[Collected data entries]

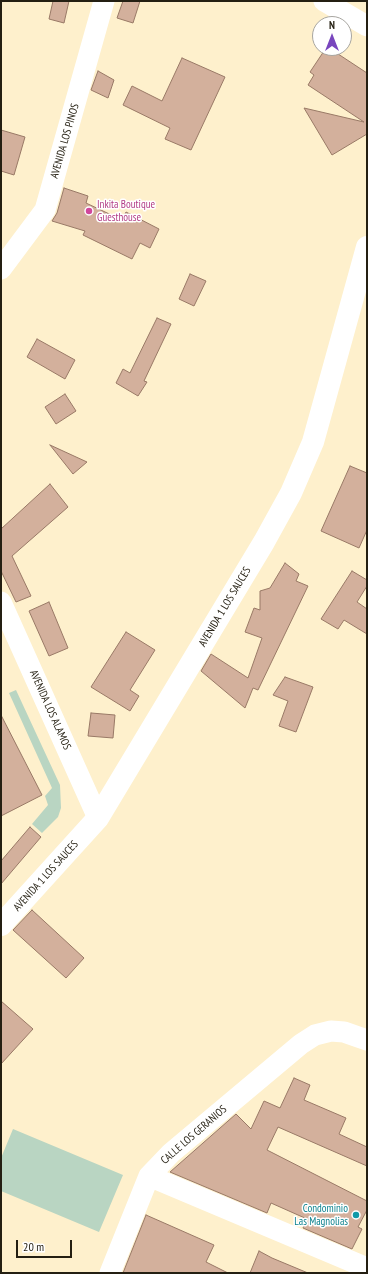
<!DOCTYPE html>
<html>
<head>
<meta charset="utf-8">
<style>
	body { margin:0 }
	#map { position:relative; width:368px; height:1274px; overflow:hidden; background:#fef0cc; font-family:"PT Sans Narrow",sans-serif }
	canvas { display:block }
	.frame { position:absolute; inset:0; border:2px solid #241f12; pointer-events:none }
	.north { position:absolute; left:312px; top:16px; width:40px; height:40px; box-sizing:border-box; background:#fff; border:1px solid #a7a5a0; border-radius:50%; rotate:0deg; font-size:11px; font-weight:700; line-height:16px; text-align:center; color:#241f12 }
	.north::after { content:''; display:block; margin:auto; width:14px; height:18px; background:#7946be; clip-path:polygon(50% 0,100% 100%,50% 72%,0 100%) }
	.scale { position:absolute; left:16px; top:1240px; width:56px; height:18px; box-sizing:border-box; border:2px solid #241f12; border-top:0; padding-left:5px; font-size:12px; line-height:14px; white-space:nowrap; color:#241f12; -webkit-text-stroke:3px #fff; paint-order:stroke }
</style>
</head>
<body>
<div id="map">
<canvas width="368" height="1274"></canvas>
<div class="frame"></div>
<div class="north">N</div>
<div class="scale">20 m</div>
</div>
<script>
const g = document.querySelector('canvas').getContext('2d');
g.lineJoin = 'round';
function paint(path, color) {
  g.fillStyle = color;
  g.fill(path, 'evenodd');
}
function poly(rows) {
  const path = new Path2D();
  for (const r of rows) {
    path.moveTo(r[0], r[1]);
    for (let i = 2; i < r.length; i += 2) path.lineTo(r[i], r[i + 1]);
  }
  return path;
}
function strokePath(path, color, width, dash) {
  g.strokeStyle = color;
  g.lineWidth = width;
  g.lineCap = dash ? 'butt' : 'round';
  g.setLineDash(dash || []);
  g.stroke(path);
}
function drawText(font, color, halo, rows, align = 'center') {
  g.font = font + ' "PT Sans Narrow",sans-serif';
  g.lineWidth = 3;
  g.setLineDash([]);
  g.textBaseline = 'middle';
  g.strokeStyle = halo;
  g.fillStyle = color;
  for (const [text, x, y, turn = 0] of rows) {
    g.save();
    g.translate(x, y);
    g.rotate((+turn || 0) * Math.PI / 180);
    g.textAlign = isNaN(turn) ? turn : align;
    if (halo) g.strokeText(text, 0, 0);
    g.fillText(text, 0, 0);
    g.restore();
  }
}
const green = poly([
	[16,690,60,785,61,808,58,817,42,833,32,824,48,805,45,796,52,788,9,693],
	[13,1129,123,1175,99,1232,1,1191,1,1158]
]);
const building = poly([
	[53,1,69,1,64,23,49,19,53,1],
	[123,1,140,1,133,23,117,18,123,1],
	[326,48,329,48,367,73,367,134,332,155,304,108,364,122,308,85,314,75,310,72,326,48],
	[182,58,225,77,191,150,165,139,170,128,123,105,132,86,162,101,182,58],
	[98,71,114,80,108,98,91,90,98,71],
	[1,130,25,137,14,175,1,171,1,130],
	[64,188,88,196,86,203,122,220,126,212,159,229,150,248,140,243,132,259,83,235,85,231,52,221,57,213,64,188],
	[190,274,206,281,194,306,179,299,190,274],
	[157,318,171,324,144,381,147,382,138,396,116,383,123,369,130,373,157,318],
	[37,339,75,360,65,379,27,357,37,339],
	[65,394,76,411,56,424,45,407,65,394],
	[50,445,87,462,73,474,50,445],
	[350,466,367,473,367,530,359,548,321,531,350,466],
	[50,484,68,507,12,556,31,596,16,602,1,571,1,529,50,484],
	[285,563,299,574,296,581,308,586,258,690,253,688,245,708,201,671,211,654,248,678,262,638,245,632,254,608,260,610,260,591,270,588,285,563],
	[352,571,367,580,367,586,357,602,367,609,367,634,344,620,338,629,321,619,352,571],
	[49,602,68,648,49,656,29,611,49,602],
	[126,632,155,650,130,690,139,696,130,711,91,687,126,632],
	[285,677,313,687,296,732,279,726,288,701,273,695,285,677],
	[91,713,115,715,113,738,88,736,91,713],
	[1,715,42,795,1,816,1,715],
	[30,827,41,837,1,884,1,861,30,827],
	[32,910,84,958,66,978,13,930,32,910],
	[1,1001,33,1029,1,1064,1,1001],
	[294,1078,310,1085,304,1100,346,1118,339,1134,367,1147,367,1166,278,1127,267,1150,367,1201,367,1210,358,1227,362,1229,352,1249,303,1228,307,1219,271,1203,267,1213,170,1172,236,1114,251,1129,264,1101,280,1108,294,1078],
	[146,1215,214,1245,206,1262,228,1273,123,1273,146,1215],
	[259,1251,272,1258,308,1273,250,1273,259,1251]
]);
const minor = poly([
	[324,1,367,26],
	[1,269,45,210,104,1],
	[1,602,98,818],
	[149,1176,367,1268],
	[110,1273,149,1176,171,1153,301,1044,315,1035,331,1031,344,1032,367,1040]
]);
const tertiary = poly([
	[1,925,98,818,264,542,291,493,313,442,367,247]
]);
const markers = [
	[89,211,4,"#d1479c"],
	[356,1215,4,"#0f9aa8"]
];
const streetNames = [
	["AVENIDA LOS PINOS",65,141,-74],
	["AVENIDA 1 LOS SAUCES",225,607,-59],
	["AVENIDA LOS ALAMOS",50,710,66],
	["AVENIDA 1 LOS SAUCES",46,876,-48],
	["CALLE LOS GERANIOS",194,1135,-41]
];
const hotelNames = [
	["Inkita Boutique",97,205],
	["Guesthouse",97,218]
];
const cultureNames = [
	["Condominio",348,1209],
	["Las Magnolias",348,1222]
];
paint(green, '#b9d5c2');
paint(building, '#d3b09c');
strokePath(building, '#997966', 1);
strokePath(minor, '#fff', 21);
strokePath(tertiary, '#fff', 22);
for (const [x, y, r, color] of markers) {
  const dot = new Path2D();
  dot.arc(x, y, r, 0, 2 * Math.PI);
  g.fillStyle = color;
  g.fill(dot);
  strokePath(dot, '#fff', 1.5);
}
drawText('11px', '#241f12', '#fff', streetNames);
drawText('11px', '#b23c85', '#fff', hotelNames, 'left');
drawText('11px', '#0d838f', '#fff', cultureNames, 'right');
</script>
</body>
</html>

## WHAT TO WORK ON
From the first line of the records through the line with "content:''; display:block; margin:auto;", reproduce each line exactly and leave the pictures out.

## YOUR SOLUTION
<!DOCTYPE html>
<html>
<head>
<meta charset="utf-8">
<style>
	body { margin:0 }
	#map { position:relative; width:368px; height:1274px; overflow:hidden; background:#fef0cc; font-family:"PT Sans Narrow",sans-serif }
	canvas { display:block }
	.frame { position:absolute; inset:0; border:2px solid #241f12; pointer-events:none }
	.north { position:absolute; left:312px; top:16px; width:40px; height:40px; box-sizing:border-box; background:#fff; border:1px solid #a7a5a0; border-radius:50%; rotate:0deg; font-size:11px; font-weight:700; line-height:16px; text-align:center; color:#241f12 }
	.north::after { content:''; display:block; margin:auto; width:14px; height:18px; background:#7946be; clip-path:polygon(50% 0,100% 100%,50% 72%,0 100%) }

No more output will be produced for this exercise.